24 of 25 people found the following review helpful:
4.0 out of 5 stars
Find out the secrets, then watch the TV series, January 28, 2004
This review is from: The Journals of Eleanor Druse: My Investigation of the Kingdom Hospital Incident (Hardcover)
The white lettering on the front cover of The Journals of Eleanor Druse: My Investigation of the Kingdom Hospital Incident cover glows ominously in the dark. The unexpected effect is eerie and a little unsettling. The tiny word "Fiction" in faint red text on the back cover stands out less clearly and is the only thing that indicates the book is a novel.
Its predecessor, The Diary of Ellen Rimbauer , tied in to the Rose Red miniseries, was a bestseller partly because many believed King wrote it (it was actually written by Ridley Pearson) and partly because some people thought the book was based on a real supernatural investigation.
The Journals opens with a letter to King by Eleanor (Sally to her friends) Druse, asking for help in carrying out her research into the events at Kingdom Hospital in Maine, where she has uncovered an otherworldly crisis. She wants King to have her journals, recorded between late 2002 and 2003, in case something happens to her.

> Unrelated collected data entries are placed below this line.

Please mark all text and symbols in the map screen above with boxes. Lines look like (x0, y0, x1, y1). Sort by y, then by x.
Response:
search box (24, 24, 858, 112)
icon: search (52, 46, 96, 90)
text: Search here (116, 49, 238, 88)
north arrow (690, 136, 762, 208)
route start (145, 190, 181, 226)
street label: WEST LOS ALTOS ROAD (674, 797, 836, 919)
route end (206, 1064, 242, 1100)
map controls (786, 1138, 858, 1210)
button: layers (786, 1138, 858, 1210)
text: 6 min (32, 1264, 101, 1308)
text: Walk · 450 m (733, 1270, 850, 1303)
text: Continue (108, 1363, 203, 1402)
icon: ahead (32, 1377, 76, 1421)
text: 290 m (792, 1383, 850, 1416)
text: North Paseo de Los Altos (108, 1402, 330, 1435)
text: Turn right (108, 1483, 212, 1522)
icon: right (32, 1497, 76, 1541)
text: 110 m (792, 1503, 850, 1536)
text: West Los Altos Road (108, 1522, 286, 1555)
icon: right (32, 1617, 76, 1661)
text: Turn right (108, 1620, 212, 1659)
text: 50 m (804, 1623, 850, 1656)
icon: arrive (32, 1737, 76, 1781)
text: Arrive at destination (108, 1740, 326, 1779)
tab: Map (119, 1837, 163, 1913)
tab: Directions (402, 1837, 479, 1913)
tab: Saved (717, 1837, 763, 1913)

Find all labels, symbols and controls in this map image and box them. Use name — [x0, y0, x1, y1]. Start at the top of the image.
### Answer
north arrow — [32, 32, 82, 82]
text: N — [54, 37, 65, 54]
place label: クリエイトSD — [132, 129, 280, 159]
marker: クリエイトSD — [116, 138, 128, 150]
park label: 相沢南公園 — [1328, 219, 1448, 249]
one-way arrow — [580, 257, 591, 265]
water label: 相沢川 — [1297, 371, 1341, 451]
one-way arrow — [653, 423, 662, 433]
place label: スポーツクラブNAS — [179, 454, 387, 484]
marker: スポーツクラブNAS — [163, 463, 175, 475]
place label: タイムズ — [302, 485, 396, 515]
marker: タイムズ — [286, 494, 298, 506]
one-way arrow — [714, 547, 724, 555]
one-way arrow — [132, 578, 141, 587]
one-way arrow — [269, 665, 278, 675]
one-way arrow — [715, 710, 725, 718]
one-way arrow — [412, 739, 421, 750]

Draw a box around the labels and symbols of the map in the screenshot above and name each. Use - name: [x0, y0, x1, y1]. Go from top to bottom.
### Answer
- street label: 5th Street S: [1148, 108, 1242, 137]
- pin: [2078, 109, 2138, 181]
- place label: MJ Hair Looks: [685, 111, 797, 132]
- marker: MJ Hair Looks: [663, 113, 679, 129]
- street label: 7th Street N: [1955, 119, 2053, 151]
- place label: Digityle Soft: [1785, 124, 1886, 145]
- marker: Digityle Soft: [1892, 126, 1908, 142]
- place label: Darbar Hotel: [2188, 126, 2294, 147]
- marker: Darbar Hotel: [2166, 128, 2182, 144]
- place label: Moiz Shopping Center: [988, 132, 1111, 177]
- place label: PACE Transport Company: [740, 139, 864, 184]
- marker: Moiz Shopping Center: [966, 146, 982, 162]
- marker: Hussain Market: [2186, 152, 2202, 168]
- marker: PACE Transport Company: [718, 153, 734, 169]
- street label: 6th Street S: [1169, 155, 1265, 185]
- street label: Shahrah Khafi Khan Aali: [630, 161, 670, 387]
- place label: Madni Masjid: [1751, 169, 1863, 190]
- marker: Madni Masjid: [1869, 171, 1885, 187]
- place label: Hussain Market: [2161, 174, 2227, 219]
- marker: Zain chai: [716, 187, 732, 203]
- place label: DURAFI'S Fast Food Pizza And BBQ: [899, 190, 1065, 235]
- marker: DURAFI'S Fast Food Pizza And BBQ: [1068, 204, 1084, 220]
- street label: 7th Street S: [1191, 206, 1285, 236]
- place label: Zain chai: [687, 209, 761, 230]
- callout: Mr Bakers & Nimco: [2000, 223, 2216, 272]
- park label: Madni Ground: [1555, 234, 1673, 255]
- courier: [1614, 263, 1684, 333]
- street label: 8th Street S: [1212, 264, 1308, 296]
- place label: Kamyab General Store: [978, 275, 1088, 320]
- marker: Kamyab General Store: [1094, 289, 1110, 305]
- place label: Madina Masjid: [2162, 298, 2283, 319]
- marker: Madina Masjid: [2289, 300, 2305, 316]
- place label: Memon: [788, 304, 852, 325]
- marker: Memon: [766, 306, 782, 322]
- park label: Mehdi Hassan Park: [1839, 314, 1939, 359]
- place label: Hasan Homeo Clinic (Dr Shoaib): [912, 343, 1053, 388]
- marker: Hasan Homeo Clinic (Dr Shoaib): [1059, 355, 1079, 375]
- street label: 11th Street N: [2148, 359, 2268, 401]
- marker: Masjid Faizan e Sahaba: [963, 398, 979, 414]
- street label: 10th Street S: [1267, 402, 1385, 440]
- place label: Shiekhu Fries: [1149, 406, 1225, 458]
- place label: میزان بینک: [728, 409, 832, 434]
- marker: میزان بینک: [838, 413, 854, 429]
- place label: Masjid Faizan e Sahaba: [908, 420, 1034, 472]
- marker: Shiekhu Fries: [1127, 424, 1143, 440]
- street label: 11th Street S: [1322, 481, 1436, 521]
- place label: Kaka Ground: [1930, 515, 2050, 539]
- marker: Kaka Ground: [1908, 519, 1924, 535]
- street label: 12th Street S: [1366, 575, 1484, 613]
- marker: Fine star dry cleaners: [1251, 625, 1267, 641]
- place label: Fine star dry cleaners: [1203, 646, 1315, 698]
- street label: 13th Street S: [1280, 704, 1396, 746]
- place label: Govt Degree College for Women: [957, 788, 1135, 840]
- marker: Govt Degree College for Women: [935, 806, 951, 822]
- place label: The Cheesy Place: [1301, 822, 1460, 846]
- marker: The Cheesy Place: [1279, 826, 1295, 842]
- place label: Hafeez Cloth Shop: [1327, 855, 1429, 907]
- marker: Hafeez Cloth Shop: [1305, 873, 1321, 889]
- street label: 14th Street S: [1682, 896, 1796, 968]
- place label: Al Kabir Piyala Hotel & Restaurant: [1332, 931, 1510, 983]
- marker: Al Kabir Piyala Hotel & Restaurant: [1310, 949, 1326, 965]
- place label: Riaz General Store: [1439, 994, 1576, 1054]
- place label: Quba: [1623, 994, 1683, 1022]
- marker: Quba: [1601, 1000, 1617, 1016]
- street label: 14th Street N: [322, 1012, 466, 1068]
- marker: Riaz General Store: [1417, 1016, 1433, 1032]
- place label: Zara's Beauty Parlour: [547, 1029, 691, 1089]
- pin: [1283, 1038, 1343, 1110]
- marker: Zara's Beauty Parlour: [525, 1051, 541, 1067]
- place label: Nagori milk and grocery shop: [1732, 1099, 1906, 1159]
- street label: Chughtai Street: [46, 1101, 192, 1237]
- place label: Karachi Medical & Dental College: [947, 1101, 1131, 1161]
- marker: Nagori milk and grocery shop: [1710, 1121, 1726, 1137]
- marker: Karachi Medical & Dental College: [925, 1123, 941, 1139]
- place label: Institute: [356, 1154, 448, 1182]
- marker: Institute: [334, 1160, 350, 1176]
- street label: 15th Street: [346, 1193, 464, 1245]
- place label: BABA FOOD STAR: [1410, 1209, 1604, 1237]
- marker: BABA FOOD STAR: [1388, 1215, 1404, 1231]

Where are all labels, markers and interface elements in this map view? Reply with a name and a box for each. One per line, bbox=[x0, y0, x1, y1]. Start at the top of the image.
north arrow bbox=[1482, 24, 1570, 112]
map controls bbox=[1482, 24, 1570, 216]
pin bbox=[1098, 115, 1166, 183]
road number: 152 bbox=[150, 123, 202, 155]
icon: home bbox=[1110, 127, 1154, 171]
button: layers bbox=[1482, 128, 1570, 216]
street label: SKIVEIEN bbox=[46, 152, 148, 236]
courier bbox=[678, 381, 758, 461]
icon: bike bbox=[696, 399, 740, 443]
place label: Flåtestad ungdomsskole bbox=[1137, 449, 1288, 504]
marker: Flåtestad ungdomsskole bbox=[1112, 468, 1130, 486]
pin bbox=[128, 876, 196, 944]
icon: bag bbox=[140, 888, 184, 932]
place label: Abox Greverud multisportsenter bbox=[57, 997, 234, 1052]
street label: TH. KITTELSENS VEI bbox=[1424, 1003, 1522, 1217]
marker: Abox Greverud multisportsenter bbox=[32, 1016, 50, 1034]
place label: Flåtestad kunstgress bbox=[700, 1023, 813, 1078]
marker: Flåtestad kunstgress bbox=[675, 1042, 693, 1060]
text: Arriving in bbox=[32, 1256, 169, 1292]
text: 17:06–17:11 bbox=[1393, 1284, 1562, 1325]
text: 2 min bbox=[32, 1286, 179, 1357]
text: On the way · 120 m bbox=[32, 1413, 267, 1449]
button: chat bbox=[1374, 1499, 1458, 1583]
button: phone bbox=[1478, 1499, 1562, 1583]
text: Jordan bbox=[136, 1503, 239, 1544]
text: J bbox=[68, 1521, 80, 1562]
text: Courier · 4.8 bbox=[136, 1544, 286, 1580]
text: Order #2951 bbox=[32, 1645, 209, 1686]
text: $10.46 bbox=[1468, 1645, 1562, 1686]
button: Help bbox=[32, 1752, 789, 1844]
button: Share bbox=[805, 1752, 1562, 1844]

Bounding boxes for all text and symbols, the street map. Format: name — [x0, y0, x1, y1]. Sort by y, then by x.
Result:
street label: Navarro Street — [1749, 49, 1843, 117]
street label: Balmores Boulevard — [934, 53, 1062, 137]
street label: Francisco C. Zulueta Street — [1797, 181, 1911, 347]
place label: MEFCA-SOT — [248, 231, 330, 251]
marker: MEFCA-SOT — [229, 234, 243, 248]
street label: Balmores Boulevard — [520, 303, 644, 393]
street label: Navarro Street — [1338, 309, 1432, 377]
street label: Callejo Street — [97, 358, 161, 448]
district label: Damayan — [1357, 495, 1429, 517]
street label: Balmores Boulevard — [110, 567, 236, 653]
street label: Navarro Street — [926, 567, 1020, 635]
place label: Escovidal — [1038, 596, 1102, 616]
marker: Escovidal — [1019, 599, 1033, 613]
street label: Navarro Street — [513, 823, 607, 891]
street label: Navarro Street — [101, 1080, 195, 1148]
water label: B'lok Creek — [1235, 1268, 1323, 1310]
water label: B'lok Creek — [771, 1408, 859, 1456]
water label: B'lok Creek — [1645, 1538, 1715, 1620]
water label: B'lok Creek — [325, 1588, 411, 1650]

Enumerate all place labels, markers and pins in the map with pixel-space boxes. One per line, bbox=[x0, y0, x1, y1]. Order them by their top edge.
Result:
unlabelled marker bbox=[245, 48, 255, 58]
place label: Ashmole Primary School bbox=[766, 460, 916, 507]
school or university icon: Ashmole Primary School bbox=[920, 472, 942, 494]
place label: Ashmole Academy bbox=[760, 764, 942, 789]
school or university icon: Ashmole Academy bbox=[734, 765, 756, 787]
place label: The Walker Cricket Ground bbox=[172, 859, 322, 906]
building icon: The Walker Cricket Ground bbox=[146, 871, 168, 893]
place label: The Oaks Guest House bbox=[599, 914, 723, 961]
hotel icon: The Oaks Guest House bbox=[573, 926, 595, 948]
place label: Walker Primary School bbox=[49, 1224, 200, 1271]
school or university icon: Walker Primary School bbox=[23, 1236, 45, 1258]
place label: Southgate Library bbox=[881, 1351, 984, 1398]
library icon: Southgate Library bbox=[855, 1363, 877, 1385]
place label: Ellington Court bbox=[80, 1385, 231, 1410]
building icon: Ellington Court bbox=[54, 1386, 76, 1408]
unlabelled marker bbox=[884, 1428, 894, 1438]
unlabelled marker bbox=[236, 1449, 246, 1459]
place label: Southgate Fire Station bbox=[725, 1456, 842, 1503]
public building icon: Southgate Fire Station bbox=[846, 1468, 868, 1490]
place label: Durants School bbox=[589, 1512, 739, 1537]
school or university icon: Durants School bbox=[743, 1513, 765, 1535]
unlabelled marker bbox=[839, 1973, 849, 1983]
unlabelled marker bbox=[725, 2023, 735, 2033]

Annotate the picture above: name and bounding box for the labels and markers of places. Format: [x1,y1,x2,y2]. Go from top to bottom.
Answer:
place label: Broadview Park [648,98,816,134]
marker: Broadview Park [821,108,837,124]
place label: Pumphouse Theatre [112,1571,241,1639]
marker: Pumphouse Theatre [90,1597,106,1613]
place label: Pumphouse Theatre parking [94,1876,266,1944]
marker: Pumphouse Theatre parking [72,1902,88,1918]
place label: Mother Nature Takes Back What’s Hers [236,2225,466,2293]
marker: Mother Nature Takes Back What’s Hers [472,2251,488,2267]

The septuagenarian is a volunteer and regular patient at Kingdom Hospital, well known by staff and patients alike. One of her oldest friends, Madeline Kruger, is hospitalized on a stormy winter night after attempting suicide. In 1939, Sally and Maddy were both admitted to the old Kingdom Hospital, suffering from whooping cough, shortly before the hospital burned to the ground.
Maddy leaves behind a message indicating that something happened to them sixty years ago that Sally has successfully banished from her memory. Perhaps something related to the mysterious lesion that appears on a brain scan taken after Sally collapses and strikes her head when she witnesses something horrible after Maddy dies.
Sally is a believer in mystical events and often conducts siances with her fellow patients at the hospital. She carries healing crystals and meditates to try to communicate with those who have passed on before her. After Maddy's deathbed revelation, Sally becomes aware that the tormented spirit of a young girl haunts Kingdom Hospital, struggling to convey another message.
Sally's badgers her unambitious, beleaguered son Bobby into acquiring Maddy's old records and papers to help her uncover what she has been repressing for six decades while she simultaneously deals with persistent spirits at the hospital - among them a sinister shade she calls Dr. Rat - and the various levels of incompetence exhibited by the hospital's staff, including scalpel-happy Dr. Stegman, in exile from Boston General, who has left a trail of surgical horror stories on his record.
The Journals overlaps some of the events to be played out during the fifteen-hour series, which debuts on ABC on March 3rd, but it also provides backstory only available to readers of this book. The anonymous author knows his or her medicine, especially neuroscience, and the volume makes for interesting reading on its own, though it ends with Sally's mission only partly complete.
To discover more about the mysteries being played out in Kingdom Hospital, readers will have to turn on the television and see what Stephen King has in store for them this spring.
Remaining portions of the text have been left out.